C’est le cas par exemple des images qu’elle fait après le débarquement. En effet, elle est l’une des rares femmes accréditées pour suivre l’armée américaine en Europe. Pourtant, elle travaille à l’époque pour un magazine de mode US du nom de Vogue. Elle prend donc des photos de guerre à l’attention d’un lectorat féminin intéressé par des thématiques légères, avec tout ce que cela implique de complexité. Pourtant, les deux univers de la mode et de la guerre n’ont rien à voir l’un avec l’autre, a priori.
Tout en suivant l’armée américaine, elle laisse une documentation importante sous la forme de notes personnelles. Quand elle photographie des femmes tondues à Rennes, on comprend qu’elle n’éprouve aucune empathie pour ces dernières. Outre le fait d’avoir entretenu des liaisons avec des Allemands, nombre d’entre elles ont dénoncé des résistants ou fait du marché noir. Comme le rappelle Sylvie, « la tonte, vengeance très genrée, livre ces femmes à la vindicte populaire. Il s’agissait d’une forme de lynchage, d’un procédé sauvage, en dehors de toute justice traditionnelle. Et cela se ressent dans les photos de Lee Miller, malgré le mépris qu’elle éprouvait pour ces femmes ».
Lee Miller ne se remettra pas de ce qu’elle a vu
Lee Miller passe par Paris, puis se rend avec l’armée américaine en Allemagne. Elle va couvrir la libération de certains camps de concentration. Cela a représenté pour elle un moment particulier. Elle a donc eu l’occasion de prendre des photos aussi dures que réalistes. Elle a ainsi affirmé l’esthétique de son style, à mi-chemin entre photo de mode et reportage de guerre. Elle a ainsi photographié les jambes d’un déporté dont on aperçoit le costume rayé, et les chaussures / chaussettes qu’il a fabriquées avec les bouts de matériaux glanés çà et là. Elle note alors cette phrase dans son carnet : ‘Les pyjamas rayés ne seront plus jamais à la mode’. Il s’agit pour elle de créer une distance, tout comme son cliché d’elle-même dans la baignoire d’Hitler.

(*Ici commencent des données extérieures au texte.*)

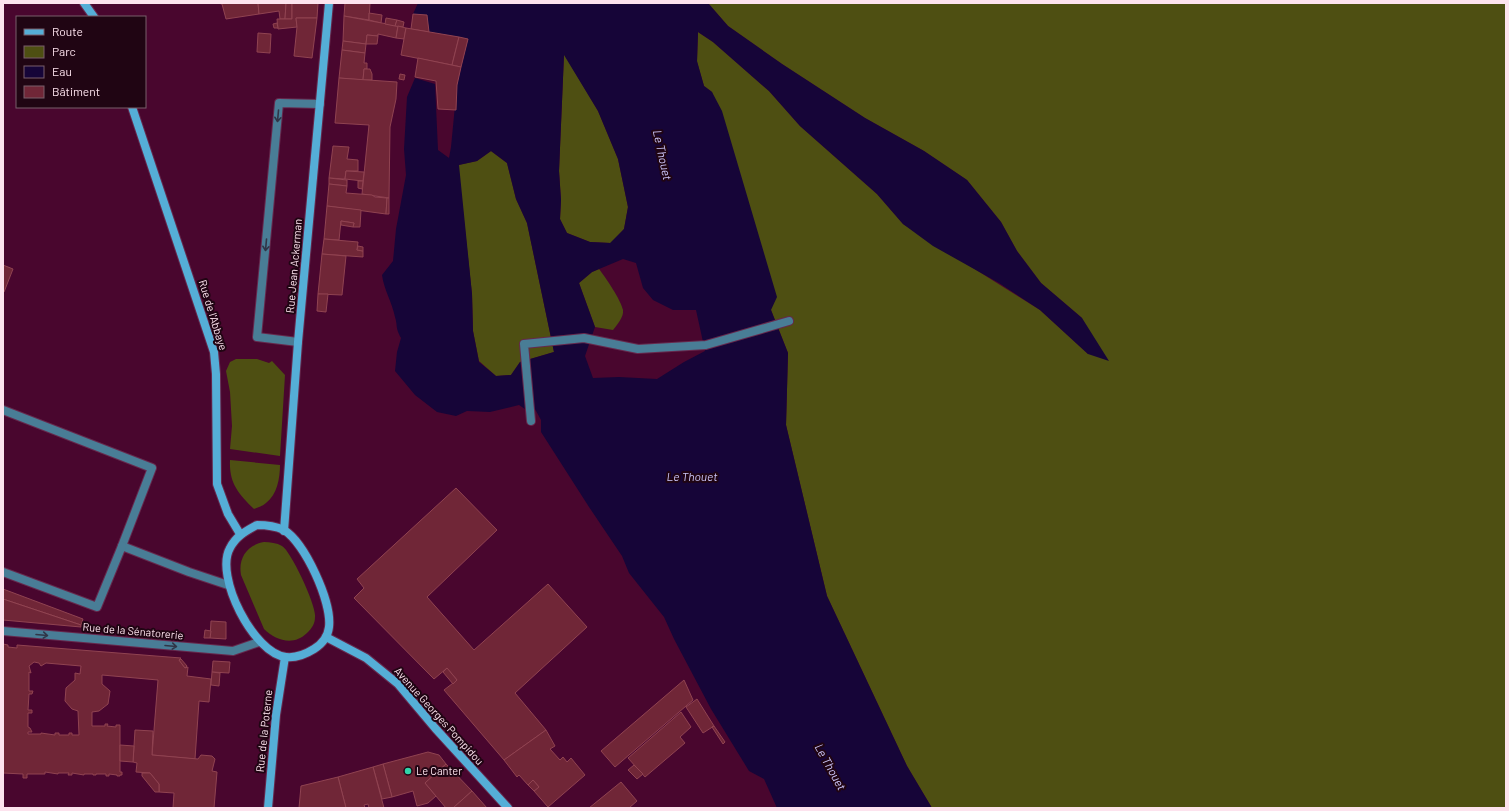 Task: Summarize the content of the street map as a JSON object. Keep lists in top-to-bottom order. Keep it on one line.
{"streets":{"main road":["Rue Jean Ackerman","Rue de l'Abbaye","Avenue Georges Pompidou","Rue de la Poterne"],"street":["Rue de la Sénatorerie"]},"crossings":[["Rue Jean Ackerman","Rue de l'Abbaye"],["Rue Jean Ackerman","Rue de la Sénatorerie"],["Rue Jean Ackerman","Avenue Georges Pompidou"],["Rue Jean Ackerman","Rue de la Poterne"],["Rue de l'Abbaye","Rue de la Sénatorerie"],["Rue de l'Abbaye","Avenue Georges Pompidou"],["Rue de l'Abbaye","Rue de la Poterne"],["Rue de la Sénatorerie","Avenue Georges Pompidou"],["Rue de la Sénatorerie","Rue de la Poterne"],["Avenue Georges Pompidou","Rue de la Poterne"]],"one_way":["Rue de la Sénatorerie"],"water":["Le Thouet"],"places":["Le Canter"],"legend":["Route","Parc","Eau","Bâtiment"]}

Une fois qu’elle retrouve la vie civile, Lee Miller aura du mal à se réajuster. Elle épouse Roland Penrose, peintre, photographe et poète britannique, l’un des introducteurs du surréalisme en Angleterre. Malgré cela, elle sombre dans la boisson. Son fils découvre son passé de photographe de guerre à sa mort seulement, quand il range la maison de Lee Miller…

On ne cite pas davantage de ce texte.